Sometimes the more we push things away, the more they can return with a vengeance. Instead, you could experiment with relinquishing control by ‘sitting with’ the discomfort and watching it pass. Take time to be present and notice your bodily sensations. Write down your worries, then pay attention to your body, which includes your heart rate and your breath. It can be a very grounding way of staying in the present, rather than worrying about the future. This can take a lot of practise, so don’t be disheartened if it doesn’t work for you the first time. Mindfulness is notoriously difficult, but even two minutes of gentle meditation a day can have a calming effect.

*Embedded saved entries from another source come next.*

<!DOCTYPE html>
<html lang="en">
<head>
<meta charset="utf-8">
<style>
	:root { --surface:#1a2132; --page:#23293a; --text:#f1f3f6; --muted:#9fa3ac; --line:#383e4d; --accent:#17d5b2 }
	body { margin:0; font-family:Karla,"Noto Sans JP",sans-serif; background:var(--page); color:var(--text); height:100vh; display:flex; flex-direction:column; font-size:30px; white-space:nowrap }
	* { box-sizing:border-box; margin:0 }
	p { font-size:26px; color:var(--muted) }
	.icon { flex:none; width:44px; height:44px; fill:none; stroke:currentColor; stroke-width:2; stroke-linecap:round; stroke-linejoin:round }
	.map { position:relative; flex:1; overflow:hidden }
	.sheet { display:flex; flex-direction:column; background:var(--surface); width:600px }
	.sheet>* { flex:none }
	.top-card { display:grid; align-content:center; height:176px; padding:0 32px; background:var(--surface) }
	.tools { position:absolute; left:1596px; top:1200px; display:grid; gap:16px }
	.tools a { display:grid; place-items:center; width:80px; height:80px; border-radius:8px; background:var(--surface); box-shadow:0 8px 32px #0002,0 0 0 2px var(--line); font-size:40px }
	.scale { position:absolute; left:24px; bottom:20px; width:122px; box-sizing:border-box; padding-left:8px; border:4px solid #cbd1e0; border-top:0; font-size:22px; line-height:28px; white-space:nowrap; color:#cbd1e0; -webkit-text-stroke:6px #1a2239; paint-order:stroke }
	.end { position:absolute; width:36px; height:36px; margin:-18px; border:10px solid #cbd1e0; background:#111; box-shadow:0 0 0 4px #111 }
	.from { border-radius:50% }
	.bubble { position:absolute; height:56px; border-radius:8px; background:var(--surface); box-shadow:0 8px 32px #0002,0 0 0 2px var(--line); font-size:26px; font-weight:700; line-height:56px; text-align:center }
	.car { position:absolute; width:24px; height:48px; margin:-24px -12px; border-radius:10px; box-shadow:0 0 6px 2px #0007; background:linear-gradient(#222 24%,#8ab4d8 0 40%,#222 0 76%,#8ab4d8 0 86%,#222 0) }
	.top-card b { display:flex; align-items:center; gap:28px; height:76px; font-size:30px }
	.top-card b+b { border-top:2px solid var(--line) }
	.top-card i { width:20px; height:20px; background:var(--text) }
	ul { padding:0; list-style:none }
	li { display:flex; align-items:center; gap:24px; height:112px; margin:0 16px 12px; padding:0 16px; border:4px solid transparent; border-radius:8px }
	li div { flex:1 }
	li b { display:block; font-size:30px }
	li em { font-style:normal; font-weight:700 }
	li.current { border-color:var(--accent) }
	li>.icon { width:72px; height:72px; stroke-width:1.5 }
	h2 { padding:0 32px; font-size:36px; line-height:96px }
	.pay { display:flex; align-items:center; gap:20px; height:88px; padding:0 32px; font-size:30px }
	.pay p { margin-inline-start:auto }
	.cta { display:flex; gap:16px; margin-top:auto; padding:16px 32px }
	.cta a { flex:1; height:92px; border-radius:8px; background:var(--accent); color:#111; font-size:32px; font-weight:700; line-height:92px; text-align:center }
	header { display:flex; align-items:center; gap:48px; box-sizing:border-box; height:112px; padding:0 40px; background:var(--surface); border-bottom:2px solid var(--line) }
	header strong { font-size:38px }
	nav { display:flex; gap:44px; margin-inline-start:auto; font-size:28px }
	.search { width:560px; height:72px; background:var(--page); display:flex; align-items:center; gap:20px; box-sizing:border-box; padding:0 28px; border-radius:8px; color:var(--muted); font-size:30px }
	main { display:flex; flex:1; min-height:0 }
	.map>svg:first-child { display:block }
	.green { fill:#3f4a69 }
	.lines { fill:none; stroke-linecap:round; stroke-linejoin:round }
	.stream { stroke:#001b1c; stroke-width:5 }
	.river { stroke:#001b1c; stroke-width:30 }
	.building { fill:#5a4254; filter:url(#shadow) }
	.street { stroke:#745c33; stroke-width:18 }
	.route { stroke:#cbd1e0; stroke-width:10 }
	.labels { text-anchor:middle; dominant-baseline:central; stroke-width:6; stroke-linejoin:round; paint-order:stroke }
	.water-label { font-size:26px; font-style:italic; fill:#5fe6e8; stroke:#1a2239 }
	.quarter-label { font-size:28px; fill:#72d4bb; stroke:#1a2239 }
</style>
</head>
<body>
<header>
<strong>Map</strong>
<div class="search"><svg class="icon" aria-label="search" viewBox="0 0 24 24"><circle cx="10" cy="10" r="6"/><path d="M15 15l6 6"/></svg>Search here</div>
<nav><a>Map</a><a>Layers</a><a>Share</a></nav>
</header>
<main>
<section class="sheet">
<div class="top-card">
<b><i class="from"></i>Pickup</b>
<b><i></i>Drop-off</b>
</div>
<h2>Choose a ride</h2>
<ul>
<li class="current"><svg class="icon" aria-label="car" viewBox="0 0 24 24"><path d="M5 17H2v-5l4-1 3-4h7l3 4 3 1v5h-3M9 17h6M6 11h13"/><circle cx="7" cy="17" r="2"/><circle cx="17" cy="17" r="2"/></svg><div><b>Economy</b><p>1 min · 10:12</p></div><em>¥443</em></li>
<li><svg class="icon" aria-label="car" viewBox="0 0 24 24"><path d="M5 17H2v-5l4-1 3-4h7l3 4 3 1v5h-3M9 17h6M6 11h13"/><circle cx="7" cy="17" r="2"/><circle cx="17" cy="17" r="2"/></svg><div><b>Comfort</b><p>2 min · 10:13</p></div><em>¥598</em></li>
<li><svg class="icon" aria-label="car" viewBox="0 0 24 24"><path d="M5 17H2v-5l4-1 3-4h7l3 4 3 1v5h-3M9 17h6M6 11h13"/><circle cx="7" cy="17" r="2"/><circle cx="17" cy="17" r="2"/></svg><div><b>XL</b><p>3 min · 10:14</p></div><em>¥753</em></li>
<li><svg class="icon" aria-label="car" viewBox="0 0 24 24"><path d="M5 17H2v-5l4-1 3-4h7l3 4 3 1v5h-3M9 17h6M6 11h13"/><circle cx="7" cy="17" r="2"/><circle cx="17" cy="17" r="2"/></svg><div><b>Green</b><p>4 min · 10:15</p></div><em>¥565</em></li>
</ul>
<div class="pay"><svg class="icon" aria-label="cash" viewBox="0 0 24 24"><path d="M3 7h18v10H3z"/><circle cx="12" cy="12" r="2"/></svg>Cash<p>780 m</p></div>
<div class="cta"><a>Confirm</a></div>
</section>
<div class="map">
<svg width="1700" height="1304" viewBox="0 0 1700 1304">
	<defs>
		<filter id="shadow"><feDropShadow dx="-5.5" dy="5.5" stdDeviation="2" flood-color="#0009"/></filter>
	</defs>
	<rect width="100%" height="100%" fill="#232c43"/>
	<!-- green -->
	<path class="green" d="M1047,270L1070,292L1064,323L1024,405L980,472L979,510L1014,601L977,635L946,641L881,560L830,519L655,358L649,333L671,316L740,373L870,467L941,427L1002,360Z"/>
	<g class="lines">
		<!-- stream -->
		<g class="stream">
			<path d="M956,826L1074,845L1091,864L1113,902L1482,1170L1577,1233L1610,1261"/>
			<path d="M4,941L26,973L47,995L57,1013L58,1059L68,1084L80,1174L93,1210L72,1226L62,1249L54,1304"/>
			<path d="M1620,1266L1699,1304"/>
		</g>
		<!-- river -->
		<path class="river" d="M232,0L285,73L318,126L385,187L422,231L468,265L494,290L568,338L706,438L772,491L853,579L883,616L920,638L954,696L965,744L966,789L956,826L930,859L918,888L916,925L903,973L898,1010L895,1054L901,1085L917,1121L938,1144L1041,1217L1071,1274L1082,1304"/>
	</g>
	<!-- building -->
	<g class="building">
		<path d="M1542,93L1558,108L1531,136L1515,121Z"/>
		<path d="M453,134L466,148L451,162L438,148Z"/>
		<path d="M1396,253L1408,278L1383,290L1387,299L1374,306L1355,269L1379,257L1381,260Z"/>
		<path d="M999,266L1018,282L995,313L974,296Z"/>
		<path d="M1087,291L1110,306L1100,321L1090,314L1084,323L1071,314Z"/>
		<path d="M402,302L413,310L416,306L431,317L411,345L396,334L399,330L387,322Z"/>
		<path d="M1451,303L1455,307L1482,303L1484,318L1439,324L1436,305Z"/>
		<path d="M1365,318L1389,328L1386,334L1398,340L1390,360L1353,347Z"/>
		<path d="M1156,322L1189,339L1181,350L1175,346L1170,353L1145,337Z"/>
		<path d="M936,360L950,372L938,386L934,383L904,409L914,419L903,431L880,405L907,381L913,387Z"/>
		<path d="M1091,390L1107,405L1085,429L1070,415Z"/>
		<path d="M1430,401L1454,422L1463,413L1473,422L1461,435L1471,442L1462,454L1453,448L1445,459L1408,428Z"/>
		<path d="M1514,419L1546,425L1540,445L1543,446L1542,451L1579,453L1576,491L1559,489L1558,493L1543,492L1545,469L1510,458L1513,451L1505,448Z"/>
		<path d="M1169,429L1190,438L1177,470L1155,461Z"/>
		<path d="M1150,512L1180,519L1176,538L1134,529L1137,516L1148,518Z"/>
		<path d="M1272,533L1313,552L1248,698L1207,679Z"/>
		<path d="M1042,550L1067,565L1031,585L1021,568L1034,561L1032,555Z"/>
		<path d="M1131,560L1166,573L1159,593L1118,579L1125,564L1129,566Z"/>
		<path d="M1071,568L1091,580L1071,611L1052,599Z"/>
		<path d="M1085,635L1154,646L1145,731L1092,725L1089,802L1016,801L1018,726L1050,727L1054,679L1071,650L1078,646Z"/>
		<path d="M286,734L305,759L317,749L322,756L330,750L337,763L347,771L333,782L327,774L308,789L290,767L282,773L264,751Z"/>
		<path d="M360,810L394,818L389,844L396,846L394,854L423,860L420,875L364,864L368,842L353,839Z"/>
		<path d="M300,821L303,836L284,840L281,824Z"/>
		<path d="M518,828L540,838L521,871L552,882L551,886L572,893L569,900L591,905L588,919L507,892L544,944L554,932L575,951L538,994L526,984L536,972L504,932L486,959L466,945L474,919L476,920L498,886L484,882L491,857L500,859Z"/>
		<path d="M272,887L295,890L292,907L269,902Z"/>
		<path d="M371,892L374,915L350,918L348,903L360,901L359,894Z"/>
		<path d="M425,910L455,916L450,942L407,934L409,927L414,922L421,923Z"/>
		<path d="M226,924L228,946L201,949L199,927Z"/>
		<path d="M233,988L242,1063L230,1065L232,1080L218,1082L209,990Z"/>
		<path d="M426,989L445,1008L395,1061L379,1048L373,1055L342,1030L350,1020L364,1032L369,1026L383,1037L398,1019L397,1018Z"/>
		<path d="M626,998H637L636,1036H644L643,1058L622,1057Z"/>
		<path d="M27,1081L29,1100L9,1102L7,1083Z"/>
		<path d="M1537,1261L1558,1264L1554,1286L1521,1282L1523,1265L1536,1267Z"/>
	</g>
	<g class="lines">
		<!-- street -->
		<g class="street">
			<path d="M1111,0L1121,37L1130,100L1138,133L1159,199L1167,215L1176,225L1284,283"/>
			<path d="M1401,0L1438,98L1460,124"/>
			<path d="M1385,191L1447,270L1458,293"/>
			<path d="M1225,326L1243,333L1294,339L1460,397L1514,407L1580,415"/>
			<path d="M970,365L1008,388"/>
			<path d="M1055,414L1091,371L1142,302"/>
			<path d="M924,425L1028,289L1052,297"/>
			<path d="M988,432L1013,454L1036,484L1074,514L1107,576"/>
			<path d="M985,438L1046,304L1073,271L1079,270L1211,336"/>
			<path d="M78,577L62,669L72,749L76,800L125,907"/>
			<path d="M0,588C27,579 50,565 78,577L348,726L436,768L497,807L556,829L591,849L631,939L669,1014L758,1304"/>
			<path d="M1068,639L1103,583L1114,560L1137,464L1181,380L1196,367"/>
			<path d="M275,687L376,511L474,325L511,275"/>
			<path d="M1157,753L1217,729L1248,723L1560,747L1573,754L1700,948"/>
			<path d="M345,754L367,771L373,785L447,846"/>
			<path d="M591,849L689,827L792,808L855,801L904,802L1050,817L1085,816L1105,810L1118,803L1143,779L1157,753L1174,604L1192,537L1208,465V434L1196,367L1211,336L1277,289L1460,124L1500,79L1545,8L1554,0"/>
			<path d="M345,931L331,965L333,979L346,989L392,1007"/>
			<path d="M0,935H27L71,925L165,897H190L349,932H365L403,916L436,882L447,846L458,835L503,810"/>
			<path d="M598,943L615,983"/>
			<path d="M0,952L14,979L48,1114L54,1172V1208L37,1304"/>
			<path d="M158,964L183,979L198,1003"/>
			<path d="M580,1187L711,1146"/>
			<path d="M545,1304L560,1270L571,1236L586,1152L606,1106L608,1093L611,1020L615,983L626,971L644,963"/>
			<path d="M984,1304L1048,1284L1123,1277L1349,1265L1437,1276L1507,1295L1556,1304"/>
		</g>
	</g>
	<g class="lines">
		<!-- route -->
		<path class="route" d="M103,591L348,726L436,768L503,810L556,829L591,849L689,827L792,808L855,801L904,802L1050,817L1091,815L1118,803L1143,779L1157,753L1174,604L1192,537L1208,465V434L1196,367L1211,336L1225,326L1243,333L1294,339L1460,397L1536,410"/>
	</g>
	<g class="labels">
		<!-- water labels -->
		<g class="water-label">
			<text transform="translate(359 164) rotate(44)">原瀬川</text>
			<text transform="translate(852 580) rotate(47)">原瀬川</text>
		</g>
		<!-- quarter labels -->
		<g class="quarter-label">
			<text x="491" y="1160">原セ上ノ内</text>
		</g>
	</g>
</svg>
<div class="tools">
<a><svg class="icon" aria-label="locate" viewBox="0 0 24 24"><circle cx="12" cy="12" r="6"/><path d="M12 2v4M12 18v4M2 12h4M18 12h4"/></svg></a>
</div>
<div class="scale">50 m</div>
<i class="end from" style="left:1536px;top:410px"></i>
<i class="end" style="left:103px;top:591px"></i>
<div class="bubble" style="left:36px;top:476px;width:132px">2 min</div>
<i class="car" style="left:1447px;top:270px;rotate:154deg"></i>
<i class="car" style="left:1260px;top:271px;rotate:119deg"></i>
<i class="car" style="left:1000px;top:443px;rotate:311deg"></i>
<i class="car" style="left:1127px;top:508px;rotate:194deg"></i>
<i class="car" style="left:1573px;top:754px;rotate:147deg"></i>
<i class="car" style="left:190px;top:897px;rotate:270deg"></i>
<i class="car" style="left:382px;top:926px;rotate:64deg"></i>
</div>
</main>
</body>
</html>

Gratitude exercises can also help us to stay positive in challenging times. Ideally, you want to think of three things you’re grateful for and write them down at the same time each day. This helps us to focus on the 20 per cent of thoughts that are positive. We are social creatures, and connections to people help to enhance our wellbeing. If we can extend our gratitude to other people, or do more sharing and collaborating with others, we may feel more positive as a result.
Yes, our loved ones can help us. But the greatest strength of all lies in learning not to fear our own thoughts, to be single-minded, in a world of double-think.